Education International
Education International

G20 Summit: Argentinian leader supports workers

published 3 November 2011 updated 4 November 2011

A delegation has met with Argentinian President, Cristina Kirchner, ahead of the G20 Summit, to be held in Cannes, France, from 3-4 November. It was composed of the International Trade Union Confederation (ITUC) General Secretary, Sharan Burrow, the President of EI's Latin America Regional Committee and General Secretary of the Argentinian Trade Union Centre (CTA), Hugo Yasky, EI coordinator, Nicolás Richards, and several representatives of trade union centres.

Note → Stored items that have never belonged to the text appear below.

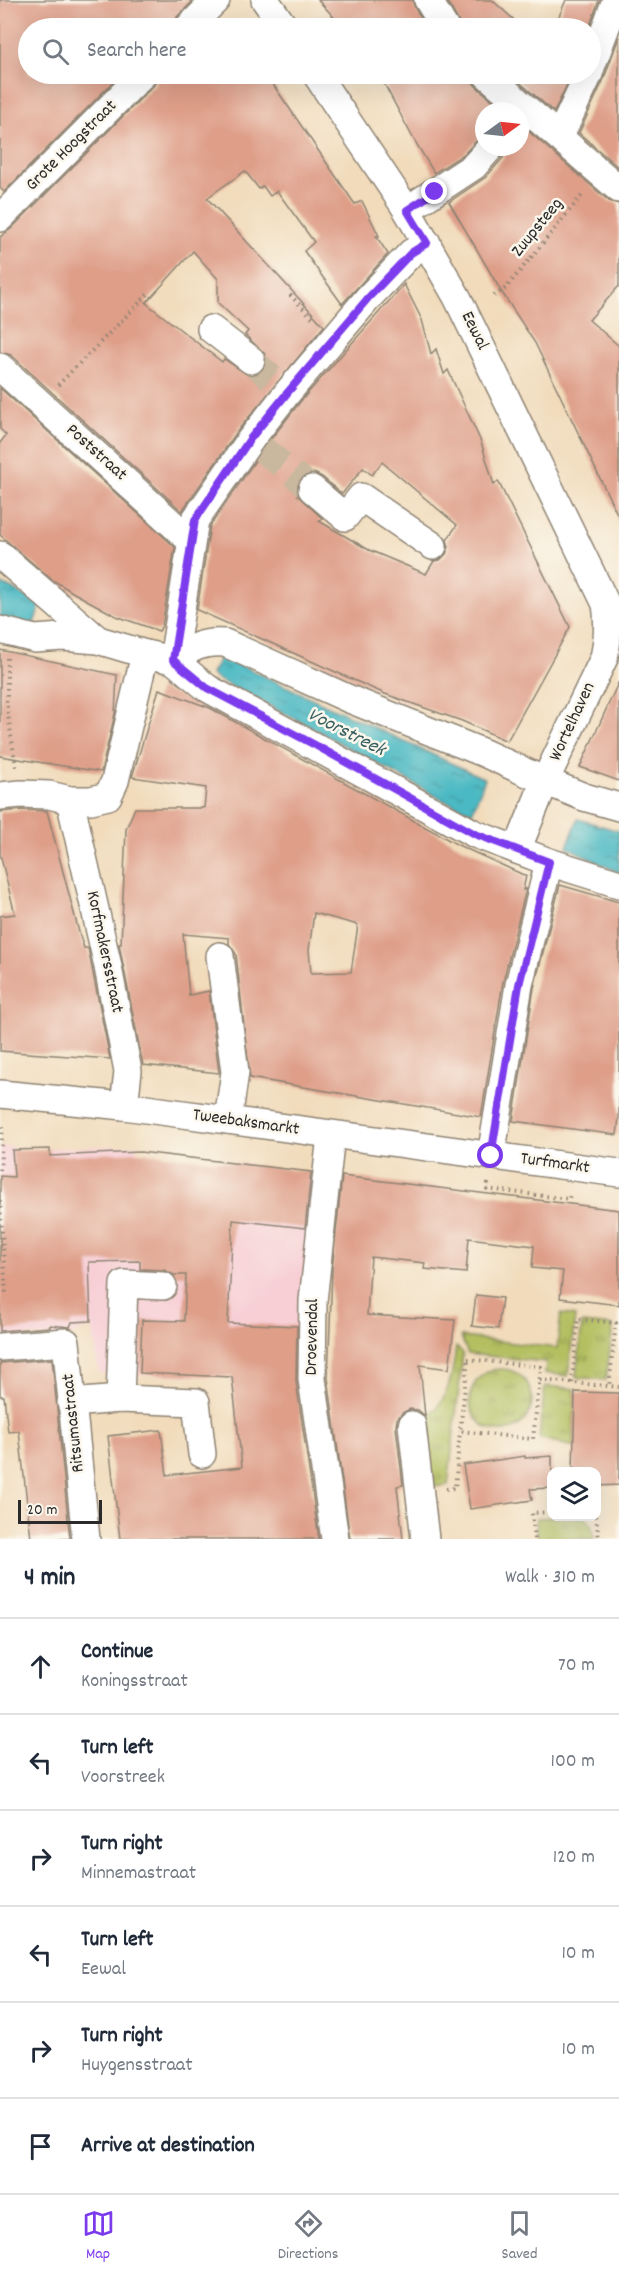 <!DOCTYPE html>
<html lang="en">
<head>
<meta charset="utf-8">
<style>
	body { margin:0; font-family:Dekko,sans-serif; background:#f6f6f7; color:#1f2937 }
	.controls { position:absolute; right:18px; bottom:18px; display:grid; overflow:hidden; border-radius:12px; box-shadow:0 6px 24px #0002 }
	.controls button { width:54px; height:54px; display:grid; place-items:center; padding:0; border:0; border-bottom:2px solid #e0e1e3; background:#fff; color:#1f2937; font:30px sans-serif }
	.compass { position:absolute; left:475px; top:102px; width:54px; height:54px; border-radius:50%; background:#fff; box-shadow:0 6px 24px #0002; rotate:75deg }
	.scale { position:absolute; left:18px; bottom:15px; width:84px; box-sizing:border-box; padding-left:6px; border:3px solid #2b2b2b; border-top:0; font-size:16px; line-height:21px; white-space:nowrap; color:#2b2b2b; -webkit-text-stroke:4px #fbf7ec; paint-order:stroke }
	.stop { position:absolute; width:18px; height:18px; margin:-14px; border:4px solid #7c3aed; border-radius:50%; background:#fff }
	.stop.end { background:#7c3aed; border-color:#fff; box-shadow:0 2px 6px #0008 }
	.list { margin:0; padding:0; list-style:none }
	h2 { display:flex; justify-content:space-between; align-items:center; height:78px; margin:0; padding:0 24px; font-size:26px }
	h2 small { font-size:20px; font-weight:400; color:#747a83 }
	.list li { display:grid; grid-template-columns:39px 1fr auto; gap:18px; align-items:center; box-sizing:border-box; height:96px; padding:0 24px; border-top:2px solid #e0e1e3 }
	.list b { display:block; font-size:22px; white-space:nowrap }
	.list p { margin:0; font-size:20px; white-space:nowrap; color:#747a83 }
	.list em { font-size:20px; font-style:normal; color:#747a83 }
	.icon { flex:none; width:33px; height:33px; fill:none; stroke:currentColor; stroke-width:2; stroke-linecap:round; stroke-linejoin:round }
	.map { position:relative; flex:none; width:619px; height:1539px; overflow:hidden }
	.search { position:absolute; background:#fff; box-shadow:0 6px 24px #0002; left:18px; right:18px; top:18px; height:66px; display:flex; align-items:center; gap:15px; box-sizing:border-box; padding:0 21px; border-radius:33px; color:#747a83; font-size:22px }
	.sheet { height:654px; background:#fff }
	nav { display:flex; justify-content:space-around; align-items:center; box-sizing:border-box; height:84px; border-top:2px solid #e0e1e3; background:#fff; font-size:16px; color:#747a83 }
	nav a { display:grid; justify-items:center; gap:3px }
	nav .on { color:#7c3aed }
	.map>svg:first-child { display:block }
</style>
</head>
<body>
<div class="map">
<svg width="619" height="1539" viewBox="0 0 619 1539">
	<defs>
		<pattern id="grass-tufts" width="24" height="20" patternUnits="userSpaceOnUse" patternTransform="scale(1.5)"><rect width="24" height="20" fill="#b3bf61"/><path d="M3 7l-1-3M5 7V3M7 7l1-3M15 17l-1-3M17 17v-4M19 17l1-3" fill="none" stroke="#929b50"/></pattern>
		<pattern id="water-ripples" width="26" height="14" patternUnits="userSpaceOnUse" patternTransform="scale(1.5)"><rect width="26" height="14" fill="#4bb9c3"/><path d="M2 4q2-2 4 0t4 0M15 11q2-2 4 0t4 0" fill="none" stroke="#3f979f"/></pattern>
	</defs>
	<rect width="100%" height="100%" fill="#fbf7ec"/>
	<filter id="ink" filterUnits="userSpaceOnUse"><feTurbulence type="fractalNoise" baseFrequency=".0167" numOctaves="2"/><feDisplacementMap in="SourceGraphic" scale="12" xChannelSelector="R" yChannelSelector="G"/><feConvolveMatrix kernelMatrix="1 2 1 2 8 2 1 2 1" color-interpolation-filters="sRGB"/></filter>
	<filter id="wash" filterUnits="userSpaceOnUse"><feTurbulence type="fractalNoise" baseFrequency=".008" numOctaves="4" result="noise"/><feDisplacementMap in="SourceGraphic" scale="24" xChannelSelector="R" yChannelSelector="G"/><feGaussianBlur stdDeviation="1.35" result="paint"/><feColorMatrix in="noise" values="0 0 0 0 0 0 0 0 0 0 0 0 0 0 0 0 0 1.4 0 .05"/><feComposite in="paint" operator="in"/></filter>
	<g filter="url(#wash)">
		<rect width="100%" height="100%" fill="#f1dbbb"/>
		<path fill="#f7cfd5" d="M136 1145 137 1152 316 1173 299 1380H295V1384L233 1390 231 1377 99 1373 92 1327 68 1336 0 1337V1147L12 1146V1150Z"/>
		<g fill="url(#grass-tufts)" stroke="#6f7546" stroke-width="1.5">
			<path d="M561 1314 575 1316 568 1376 545 1373 546 1362 468 1354 461 1337 557 1348Z"/>
			<path d="M582 1323 613 1326 606 1380 576 1377Z"/>
			<path d="M456 1347 463 1353 448 1485 433 1487 426 1416C449 1404 453 1370 456 1347Z"/>
			<circle cx="501" cy="1400" r="31"/>
			<path d="M545 1386 575 1389 573 1447 539 1438Z"/>
			<path d="M557 1517C581 1516 591 1511 594 1539H538L536 1518Z"/>
		</g>
		<g fill="url(#water-ripples)" stroke="#3b7277" stroke-width="1.5">
			<path d="M0 583 41 604 32 628 0 617Z"/>
			<path d="M221 656 485 779 472 812 445 801 307 725 215 678 211 674Z"/>
			<path d="M578 819 619 831V873L567 847Z"/>
		</g>
		<g id="blocks">
			<g fill="#de9e88" fill-rule="evenodd">
				<path d="M0 0H189L192 2 177 17 173 28H28V74H121L4 192 0 188Z"/>
				<path d="M318 0H412L415 8 427 28H344Z"/>
				<path d="M446 0H492L523 28H461L458 20Z"/>
				<path d="M566 0H599L589 28H554Z"/>
				<path d="M619 37V168L579 133 603 81Z"/>
				<path d="M158 74H266L352 200 355 204 362 201 379 236H376L388 254 342 304 304 251 314 242 277 191 270 196 263 186 259 189 245 171 207 198 324 326 239 429 182 511 11 355 0 352V237L11 229 154 85ZM193 251 218 279V303L248 331 245 335 265 354 266 363 263 370 257 374 248 375 224 359 222 362 146 303Z"/>
				<path d="M379 74H471V80L476 86 505 111H484V133L464 154 434 173 413 138Z"/>
				<path d="M510 74H572L554 112Z"/>
				<path d="M520 124 609 201 619 204V286L589 320 619 346V518L535 343 501 291 449 202 486 177 503 158 506 147H520Z"/>
				<path d="M404 284 422 320 431 354 436 349 444 374 448 370 481 442 494 485 498 481 570 627 507 741 462 721 385 694 197 610 210 526 264 448 300 402ZM382 462 457 525 447 540 449 547 446 554 440 560 434 561 426 574 369 550 319 521 322 518 297 495V486L300 478 306 474 314 473 322 477 342 494 363 468 372 475Z"/>
				<path d="M0 388 175 547 162 626 159 631 116 616 74 593 51 579 0 535V443L6 435 0 429Z"/>
				<path d="M0 650 117 675 115 714 101 772 0 756Z"/>
				<path d="M619 681V781L580 767Z"/>
				<path d="M159 689 210 708 458 845 526 876 523 890 526 889 503 982 481 1117 250 1078 236 954 229 944V938L183 934 189 995 209 991 219 1073 143 1065 119 944H121L126 829 135 808H204L206 788 132 777ZM314 913 358 925 351 972 311 973 309 950Z"/>
				<path d="M21 810 47 811 80 936 84 948H88L110 1059 0 1051V916L15 914 0 854V812Z"/>
				<path d="M560 885 619 902V1118L617 1135 513 1121 534 988Z"/>
				<path d="M50 1149V1156L140 1152 311 1172 305 1228 233 1220 228 1323 297 1326 296 1381 319 1539H120L108 1436 161 1430 167 1475 242 1467 232 1377 140 1373 142 1320 184 1321 186 1275H174L164 1270 140 1269V1261L89 1262 91 1321 72 1322 70 1327 50 1325V1327L0 1331V1176L14 1177 12 1150Z"/>
				<path d="M342 1176 619 1210V1305L560 1298 563 1271 532 1268 534 1246 469 1238 466 1273 424 1269 425 1263 371 1257 367 1315 455 1320 449 1369 420 1365 425 1416 418 1410 410 1409 402 1413 397 1419 396 1427 403 1485 397 1486 403 1539H350L328 1378 332 1270Z"/>
				<path d="M476 1295 502 1298 498 1329 472 1326Z"/>
				<path d="M52 1359 70 1539H31L19 1431 8 1432 4 1396H0V1363Z"/>
				<path d="M575 1392 619 1393V1485L597 1486V1472H573Z"/>
				<path d="M525 1456V1458L552 1456V1488L530 1489 532 1500 470 1509 463 1465Z"/>
			</g>
		</g>
	</g>
	<g filter="url(#ink)">
		<use href="#blocks" fill-opacity="0" stroke="#8e8373" stroke-width="1.5"/>
		<g fill="none" stroke-linecap="round" stroke-linejoin="round">
			<g stroke="#c9b89e" stroke-width="27" stroke-dasharray="27 14" stroke-linecap="butt">
				<path d="M251 360 278 384"/>
				<path d="M261 448 312 489"/>
			</g>
			<defs>
				<g id="minor">
					<path d="M265 0 285 28"/>
					<path d="M428 0 445 28"/>
					<path d="M188 28 216 0"/>
					<path d="M590 70 616 0"/>
					<path d="M316 74 407 210 457 297 606 604C609 623 608 639 604 658L545 781 517 850"/>
					<path d="M486 74 619 189"/>
					<path d="M560 136 589 74"/>
					<path d="M407 210 474 166 491 147"/>
					<path d="M0 218 143 74"/>
					<path d="M211 329 251 360"/>
					<path d="M0 367 190 540"/>
					<path d="M312 489 345 517 361 497 433 546"/>
					<path d="M0 555 98 640"/>
					<path d="M0 630 35 639 62 637 98 640 145 654 173 660 207 688 475 834 549 862 619 884"/>
					<path d="M173 660 195 520 251 439 288 392 369 297 411 253 427 243"/>
					<path d="M173 660C192 648 202 641 225 643L347 698 484 753 545 781 584 797 619 807"/>
					<path d="M0 796 21 794 49 795 70 800H91L108 796 115 781 145 654"/>
					<path d="M70 800 107 962 128 1071 124 1106"/>
					<path d="M220 956 235 1072 228 1120"/>
					<path d="M0 1094 124 1106 619 1173"/>
					<path d="M331 1135 313 1301 312 1379 335 1539"/>
					<path d="M491 1156 519 985 549 862"/>
					<path d="M0 1347 66 1342 86 1539"/>
					<path d="M120 1399 124 1284 163 1286"/>
					<path d="M71 1403 120 1399 196 1402 202 1454"/>
					<path d="M412 1425 425 1539"/>
				</g>
			</defs>
			<use href="#minor" stroke="#8e8373" stroke-width="30"/>
			<g stroke="#8e8373" stroke-width="4" stroke-dasharray="1.5 4.5" stroke-linecap="butt">
				<path d="M290 295 314 319"/>
				<path d="M494 296 506 288 584 193"/>
				<path d="M58 385 150 292"/>
				<path d="M7 658V708L16 767"/>
				<path d="M0 1170 3 1123"/>
				<path d="M488 1183 487 1189 569 1199 570 1194"/>
				<path d="M0 1201 6 1295"/>
				<path d="M468 1359 541 1367 533 1439 460 1431Z"/>
				<path d="M540 1380 619 1387"/>
				<path d="M572 1383 578 1319 616 1323 609 1387"/>
				<path d="M446 1489 455 1488 460 1431"/>
				<path d="M596 1516 599 1539"/>
				<path d="M535 1539 532 1513 552 1512"/>
			</g>
			<use href="#minor" stroke="#fff" stroke-width="27"/>
		</g>
	</g>
	<g fill="none" stroke-linecap="round" stroke-linejoin="round" filter="url(#ink)">
		<path stroke="#7c3aed" stroke-width="8" d="M435 192 407 210 427 243 411 253 369 297 288 392 250 439 195 520 173 660 207 688 315 745 475 834 549 862 519 985 491 1156"/>
	</g>
	<g text-anchor="middle" dominant-baseline="central" stroke-width="5" stroke-linejoin="round" paint-order="stroke">
		<g font-size="18" fill="#2b2b2b" stroke="#fbf7ec">
			<text transform="translate(72 146) rotate(-45)">Grote Hoogstraat</text>
			<text transform="translate(538 228) rotate(-51)">Zuupsteeg</text>
			<text transform="translate(474 331) rotate(64)">Eewal</text>
			<text transform="translate(96 453) rotate(42)">Poststraat</text>
			<text transform="translate(573 722) rotate(-65)">Wortelhaven</text>
			<text transform="translate(104 952) rotate(78)">Korfmakersstraat</text>
			<text transform="translate(246 1123) rotate(8)">Tweebaksmarkt</text>
			<text transform="translate(555 1164) rotate(8)">Turfmarkt</text>
			<text transform="translate(313 1337) rotate(-89)">Droevendal</text>
			<text transform="translate(74 1423) rotate(-96)">Ritsumastraat</text>
		</g>
		<g font-size="20" font-style="italic" fill="#365d60" stroke="#fbf7ec">
			<text transform="translate(346 733) rotate(27)">Voorstreek</text>
		</g>
	</g>
</svg>
<div class="controls">
<button><svg class="icon" aria-label="layers" viewBox="0 0 24 24"><path d="M12 4l9 5-9 5-9-5zM3 14l9 5 9-5"/></svg></button>
</div>
<svg class="compass" viewBox="-18 -18 36 36"><path d="M0-13l5 13h-10z" fill="#e53935"/><path d="M0 13l5-13h-10z" fill="#747a83"/></svg>
<div class="scale">20 m</div>
<div class="stop" style="left:491px;top:1156px"></div>
<div class="stop end" style="left:435px;top:192px"></div>
<div class="search"><svg class="icon" aria-label="search" viewBox="0 0 24 24"><circle cx="10" cy="10" r="6"/><path d="M15 15l6 6"/></svg>Search here</div>
</div>
<section class="sheet">
<h2>4 min<small>Walk · 310 m</small></h2>
<ul class="list">
<li><svg class="icon" aria-label="ahead" viewBox="0 0 24 24"><path d="M12 20V5M6 11l6-6 6 6"/></svg><div><b>Continue</b><p>Koningsstraat</p></div><em>70 m</em></li>
<li><svg class="icon" aria-label="left" viewBox="0 0 24 24"><path d="M17 20v-9H6M10 6l-5 5 5 5"/></svg><div><b>Turn left</b><p>Voorstreek</p></div><em>100 m</em></li>
<li><svg class="icon" aria-label="right" viewBox="0 0 24 24"><path d="M7 20v-9h11M14 6l5 5-5 5"/></svg><div><b>Turn right</b><p>Minnemastraat</p></div><em>120 m</em></li>
<li><svg class="icon" aria-label="left" viewBox="0 0 24 24"><path d="M17 20v-9H6M10 6l-5 5 5 5"/></svg><div><b>Turn left</b><p>Eewal</p></div><em>10 m</em></li>
<li><svg class="icon" aria-label="right" viewBox="0 0 24 24"><path d="M7 20v-9h11M14 6l5 5-5 5"/></svg><div><b>Turn right</b><p>Huygensstraat</p></div><em>10 m</em></li>
<li><svg class="icon" aria-label="arrive" viewBox="0 0 24 24"><path d="M6 21V4h12l-3 4 3 4H6"/></svg><div><b>Arrive at destination</b></div></li>
</ul>
</section>
<nav>
<a class="on"><svg class="icon" aria-label="map" viewBox="0 0 24 24"><path d="M3 6l6-2 6 2 6-2v14l-6 2-6-2-6 2zM9 4v14M15 6v14"/></svg>Map</a>
<a><svg class="icon" aria-label="directions" viewBox="0 0 24 24"><path d="M12 3l9 9-9 9-9-9zM9 14v-3h6M13 9l2 2-2 2"/></svg>Directions</a>
<a><svg class="icon" aria-label="saved" viewBox="0 0 24 24"><path d="M7 4h10v16l-5-4-5 4z"/></svg>Saved</a>
</nav>
</body>
</html>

Ms. Kirchner and the delegation agreed that solutions to the ongoing crisis are more political and economic than financial. Governments must invest in the creation of decent jobs, rather than cut public jobs, by reinforcing basic public services such as education, health and social security, and creating a global financial transaction tax eliminating all tax havens.

Ms. Kirchner affirmed she believes that there is no other way to build a better world without exclusion and strongly advocates for open and continuous discussions between workers, employers and governments.

Sharan Burrow noted Ms. Kirchner is an authoritative voice when it comes to find ways out of this crisis, considering that Argentina, but also Brasil and Uruguay, came out of social, political and economic crises at the beginning of the century by making public investment to create more jobs and improve public services, ensuring for example quality education for all.

Mr. Yasky added that the creation of a universal allowance for each and every poor child in Argentina had reduced school drop-out and contributed to eliminating rampant child labour, and helping give Argentinian workers good qualifications.

EI also joined the other Global Unions in issuing a statement to G20 leaders advocating for the development of a global jobs and recovery plan, as well as a reform of the financial sector, including the establishment of a financial transaction tax.